Chegado ao Horto, disse aos que o acompanhavam: Orai para não cairdes em tentação9. Antes de retirar-se para orar, o Senhor pede, pois, aos Apóstolos que permaneçam também em oração. Sabe que dentro de breves horas se verão a braços com uma forte tentação de escândalo, quando virem o Mestre aprisionado. Anunciara-o durante a Última Ceia, e agora previne-lhes que não poderão resistir à prova se não permanecerem vigilantes e orando.
A oração nos é indispensável, porque, se abandonamos o trato com Deus, a nossa vida espiritual enlanguidece pouco a pouco. “Se se abandona a oração, primeiro vive-se das reservas espirituais…, e depois, da trapaça”10. Em contrapartida, a oração une-nos a Deus, que nos diz: Sem mim não podeis fazer nada11. Convém orar perseverantemente12, sem nunca desfalecer. Temos que falar com o Senhor e procurá-lo com insistência, em todas as circunstâncias da nossa vida. Além disso, agora, durante este tempo da Quaresma, estamos indo com Jesus Cristo a caminho da Cruz, e “sem oração, como é difícil acompanhá-Lo!”13
O Senhor ensina-nos com o exemplo da sua vida qual deve ser a nossa atitude fundamental: dialogar sempre filialmente com Deus. “Pois outra coisa, em meu parecer, não é a oração mental, senão tratar intimamente com Aquele que sabemos que nos ama e estar muitas vezes conversando a sós com Ele”14. Temos que procurar manter-nos habitualmente na presença de Deus e contemplar os mistérios da nossa fé; é um diálogo com o Senhor que não só não deve interromper-se, como deve ser alimentado no meio de todas as atividades. Mas é indispensável que seja mais intenso nos tempos que dedicamos diariamente à oração mental, pois nesses momentos meditamos na presença do Senhor, conversamos com Ele, sabendo que Ele nos vê e nos ouve verdadeiramente. A par do preceito da caridade, talvez seja a oração um dos pontos em que Jesus mais vezes insistiu na sua pregação.
II. AFASTOU-SE DELES à distância de um tiro de pedra e, ajoelhando-se, orava: Pai, se é do teu agrado, afasta de mim este cálice.

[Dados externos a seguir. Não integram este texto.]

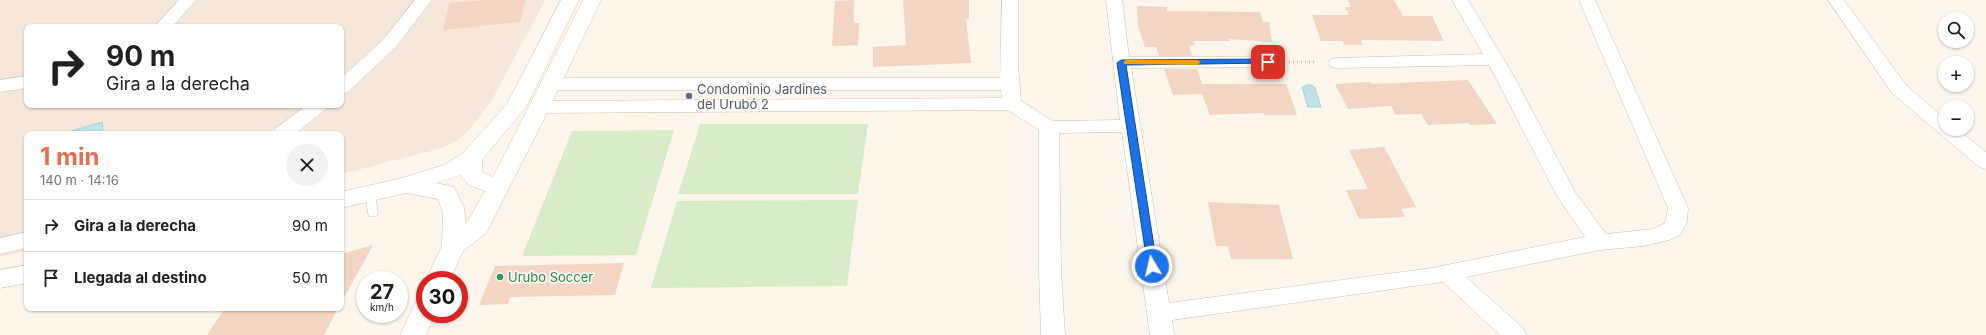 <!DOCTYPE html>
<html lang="es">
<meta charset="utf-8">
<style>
body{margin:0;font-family:Inter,sans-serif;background:#f2f2f2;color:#202124;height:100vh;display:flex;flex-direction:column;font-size:15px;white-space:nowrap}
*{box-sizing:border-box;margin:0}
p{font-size:13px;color:#757577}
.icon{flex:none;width:22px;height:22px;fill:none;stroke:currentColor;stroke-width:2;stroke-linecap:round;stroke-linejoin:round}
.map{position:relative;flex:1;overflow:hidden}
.details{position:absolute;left:24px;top:131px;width:320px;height:180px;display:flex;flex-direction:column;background:#fff;border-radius:8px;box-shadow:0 1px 3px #0004}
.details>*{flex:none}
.guide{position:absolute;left:24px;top:24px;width:320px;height:84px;border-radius:8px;box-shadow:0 1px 3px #0004;background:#fff;color:#202124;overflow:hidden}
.fabs{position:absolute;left:1938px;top:12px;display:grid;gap:8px}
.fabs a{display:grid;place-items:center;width:36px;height:36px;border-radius:50%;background:#fff;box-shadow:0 1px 3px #0004;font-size:20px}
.speed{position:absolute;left:356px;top:271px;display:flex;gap:8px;font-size:20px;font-weight:700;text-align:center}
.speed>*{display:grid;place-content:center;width:52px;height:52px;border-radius:50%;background:#fff;box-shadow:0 1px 3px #0004;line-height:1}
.speed small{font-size:10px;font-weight:400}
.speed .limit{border:6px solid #d22;background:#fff;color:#111}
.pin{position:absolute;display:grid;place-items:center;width:34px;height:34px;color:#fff;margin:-17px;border-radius:8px;box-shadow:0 2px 6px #0006}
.me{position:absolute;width:44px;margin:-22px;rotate:351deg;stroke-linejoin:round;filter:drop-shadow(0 0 3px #0008)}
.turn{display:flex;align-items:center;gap:14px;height:84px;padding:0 16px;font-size:18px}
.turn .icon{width:52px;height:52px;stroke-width:2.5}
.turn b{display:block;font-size:28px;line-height:34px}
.round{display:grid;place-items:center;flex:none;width:42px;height:42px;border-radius:21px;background:#f2f2f2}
.head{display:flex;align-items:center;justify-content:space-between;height:68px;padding:0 16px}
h1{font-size:24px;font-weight:700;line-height:30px;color:#e76f51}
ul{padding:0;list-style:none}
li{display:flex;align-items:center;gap:12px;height:52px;padding:0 16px;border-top:1px solid #e0e0e0}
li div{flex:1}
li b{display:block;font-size:15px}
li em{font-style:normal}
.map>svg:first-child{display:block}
</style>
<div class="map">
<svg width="1986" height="335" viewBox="0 0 1986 335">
<rect width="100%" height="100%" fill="#fdf6ec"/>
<path fill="#f5e8da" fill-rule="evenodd" d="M0 0H545L492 100 470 129 458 140 439 149 341 174V134H27V251L0 257ZM27 27H341V105H27Z"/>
<g fill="#d8ecc9">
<path d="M700 124H868L858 194H678Z"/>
<path d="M674 130 636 255 522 256 572 131Z"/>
<path d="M858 200 847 286 651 288 677 201Z"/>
</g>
<g fill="#bfe3e8" stroke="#a5d3da">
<path d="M1307 85H1312L1315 88 1321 107H1308L1302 87Z"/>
<path d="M102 122 103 130 90 134H68V132Z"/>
</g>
<g fill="#f3d5c3">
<path d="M486 0H526L520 22 443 30 449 3Z"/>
<path d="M854 0V23H859L858 45 832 46 835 1Z"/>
<path d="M903 0H969V19H966L971 63 873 67V47L906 45Z"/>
<path d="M1348 0H1394L1403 16H1432L1444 41 1361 40 1363 45H1344L1343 41H1321L1312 15H1349L1345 7H1351Z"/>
<path d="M1137 6 1167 7V11L1260 12 1263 22H1269L1272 42 1229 39 1230 41H1193L1195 45 1189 46 1192 56H1159L1156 47H1145L1138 25Z"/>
<path d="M1164 69H1197L1202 84H1286L1297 115H1264L1263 113 1210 115 1202 94 1173 95Z"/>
<path d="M1468 80 1497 124 1470 125 1469 123 1428 125 1421 114 1396 115 1391 106 1348 109 1335 84 1370 82 1372 84Z"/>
<path d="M1384 147 1416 207 1401 209 1405 217 1359 219 1346 190 1368 189 1349 150Z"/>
<path d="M1208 202 1279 205 1293 259H1231L1228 246H1216Z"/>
<path d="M373 245 341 303V254Z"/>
<path d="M624 263 615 295 510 297 508 304 479 305 495 266Z"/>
<path d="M225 308H338L324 335H207Z"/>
</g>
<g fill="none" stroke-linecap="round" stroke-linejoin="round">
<g stroke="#d1beb0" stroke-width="1">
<path id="lane" d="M370 189 375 193 378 213 377 216H369L368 213 365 193Z"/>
</g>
<g stroke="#d1beb0" stroke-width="1">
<g id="street">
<path d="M179 0H196L172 27H154Z"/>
<path d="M415 0H432L395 48 348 92 341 94V78L383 40Z"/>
<path d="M1002 0H1018V66L1021 101 1053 121 1120 120 1106 0H1122L1129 57H1268L1274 58 1277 62 1274 66 1268 67 1131 68 1169 303 1432 268 1585 237 1557 196 1489 65 1337 68 1331 67 1328 63 1331 59 1337 58 1483 54 1452 0H1468L1516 80 1575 192 1606 234 1653 229 1665 223 1668 208 1579 0H1595L1688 208 1687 222 1683 230 1679 236 1669 240 1644 246 1600 250 1466 277 1523 328 1527 335H1500L1443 282 1172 320 1174 335H1150L1122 132 1059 133 1061 270 1065 335H1041L1039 270V130L1008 110 540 113 533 111 531 107 533 103 540 101 1002 98 1001 90H551L545 88 542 84 545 80 551 78H1000Z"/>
<path d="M1828 0H1844L1906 85 1945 119V129H1957L1986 152V169L1979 167 1892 93Z"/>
<path d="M27 76V88L0 92V80Z"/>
<path d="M307 105H328L326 109 295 134H272L275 129Z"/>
<path d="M27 232V248L0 254V238Z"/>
</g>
</g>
<g stroke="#d6c0b0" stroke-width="1">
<g id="secondary">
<path d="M561 0H579L526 107 482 160V172L493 177 583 0H601L550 107 489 228 485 234 463 251 450 280H426L442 246 443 213 438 199 406 193 341 208V192L402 178 444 165 463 153 507 104ZM460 175 469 185 485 191 466 224 464 207 454 187 436 183Z"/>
<path d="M27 265V283L0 288V270Z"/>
<path d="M425 298V314H435L426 335H400L416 301Z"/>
</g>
</g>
<path stroke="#d9b8a5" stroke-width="2.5" stroke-dasharray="1 3" stroke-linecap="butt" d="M1289 62H1316"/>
<use href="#lane" fill="#fff" fill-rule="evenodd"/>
<use href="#street" fill="#fff" fill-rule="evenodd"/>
<use href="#secondary" fill="#fff" fill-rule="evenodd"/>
</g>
<path fill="#1a73e8" stroke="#114b97" d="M1268 59 1272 62 1271 63 1126 65 1157 266 1152 270 1148 269 1117 63 1121 60Z"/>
<path fill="#f59e0b" d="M1127 60H1197L1201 62 1197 65 1124 64V61Z"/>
<circle fill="#5c6f8a" stroke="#fffaf3" stroke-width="1.5" cx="689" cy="96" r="4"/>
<circle fill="#2e9e5b" stroke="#fffaf3" stroke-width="1.5" cx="500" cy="277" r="4"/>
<g text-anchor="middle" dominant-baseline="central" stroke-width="3.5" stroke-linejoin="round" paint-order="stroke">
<g font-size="13" fill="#4e5e75" stroke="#fffaf3" text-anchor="start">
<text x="697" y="89">Condominio Jardines<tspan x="697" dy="15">del Urubó 2</tspan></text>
</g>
<g font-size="13" fill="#27864d" stroke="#fffaf3" text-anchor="start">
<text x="508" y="277">Urubo Soccer</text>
</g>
</g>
</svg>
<div class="fabs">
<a><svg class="icon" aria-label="search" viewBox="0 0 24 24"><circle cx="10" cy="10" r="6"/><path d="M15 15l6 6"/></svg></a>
<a>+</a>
<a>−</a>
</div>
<div class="speed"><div>27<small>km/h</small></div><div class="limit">30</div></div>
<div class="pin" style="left:1268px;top:62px;background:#d93025"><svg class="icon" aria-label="arrive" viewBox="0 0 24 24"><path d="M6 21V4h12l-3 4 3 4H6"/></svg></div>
<svg class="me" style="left:1152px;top:266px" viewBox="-20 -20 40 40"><circle r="17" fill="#1a73e8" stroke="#fff" stroke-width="3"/><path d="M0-11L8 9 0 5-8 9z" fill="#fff"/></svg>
<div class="guide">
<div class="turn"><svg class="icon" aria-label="right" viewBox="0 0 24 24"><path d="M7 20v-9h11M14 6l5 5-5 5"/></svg><div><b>90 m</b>Gira a la derecha</div></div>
</div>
<section class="details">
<div class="head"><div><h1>1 min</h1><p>140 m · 14:16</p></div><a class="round"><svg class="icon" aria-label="close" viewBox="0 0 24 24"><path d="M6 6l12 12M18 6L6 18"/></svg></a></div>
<ul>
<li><svg class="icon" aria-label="right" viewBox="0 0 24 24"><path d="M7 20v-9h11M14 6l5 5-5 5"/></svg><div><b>Gira a la derecha</b></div><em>90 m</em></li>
<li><svg class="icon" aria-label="arrive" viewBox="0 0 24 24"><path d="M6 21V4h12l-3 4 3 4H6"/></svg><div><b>Llegada al destino</b></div><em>50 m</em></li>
</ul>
</section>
</div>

Não se faça, porém, a minha vontade, mas a tua15.
Quando o sofrimento espiritual se torna de tal modo intenso que o faz entrar em agonia, o Senhor dirige-se ao Pai numa oração cheia de confiança. Chama-o Abba, Pai, e dirige-lhe palavras íntimas. Este é o caminho que também nós devemos seguir. Na nossa vida, haverá momentos de paz espiritual e outros de luta mais intensa, talvez de escuridão e de dor profunda, com tentações de desalento… A imagem de Jesus no Horto mostra-nos como devemos proceder nesses casos: com uma oração perseverante e confiada. Para avançar no caminho da santidade, especialmente quando sentimos o peso da nossa fraqueza, temos que recolher-nos em oração e em conversa íntima com o Senhor.
A oração pública (ou em comum), em que participam todos os fiéis, é santa e necessária – pois Deus quer ver os seus filhos rezarem juntos16 –, mas nunca pode substituir o preceito do Senhor: Entra no teu quarto, fecha a porta e ora a teu Pai17. A liturgia é a oração pública por excelência, “é o cume para o qual tende toda a atividade da Igreja e ao mesmo tempo a fonte de que brota toda a sua força […]. Mas a vida espiritual não se contém unicamente na participação da Sagrada Liturgia. Pois o cristão, chamado a orar em comum, deve não obstante entrar também no seu quarto e orar a seu Pai em segredo, e, além disso, conforme ensina o Apóstolo, deve rezar sem interrupções (1 Tess 5, 17)”18. Por outro lado, as orações feitas em comum com os outros cristãos também devem ser oração pessoal, enquanto os lábios as recitam com as pausas oportunas e a mente põe nelas toda a sua atenção.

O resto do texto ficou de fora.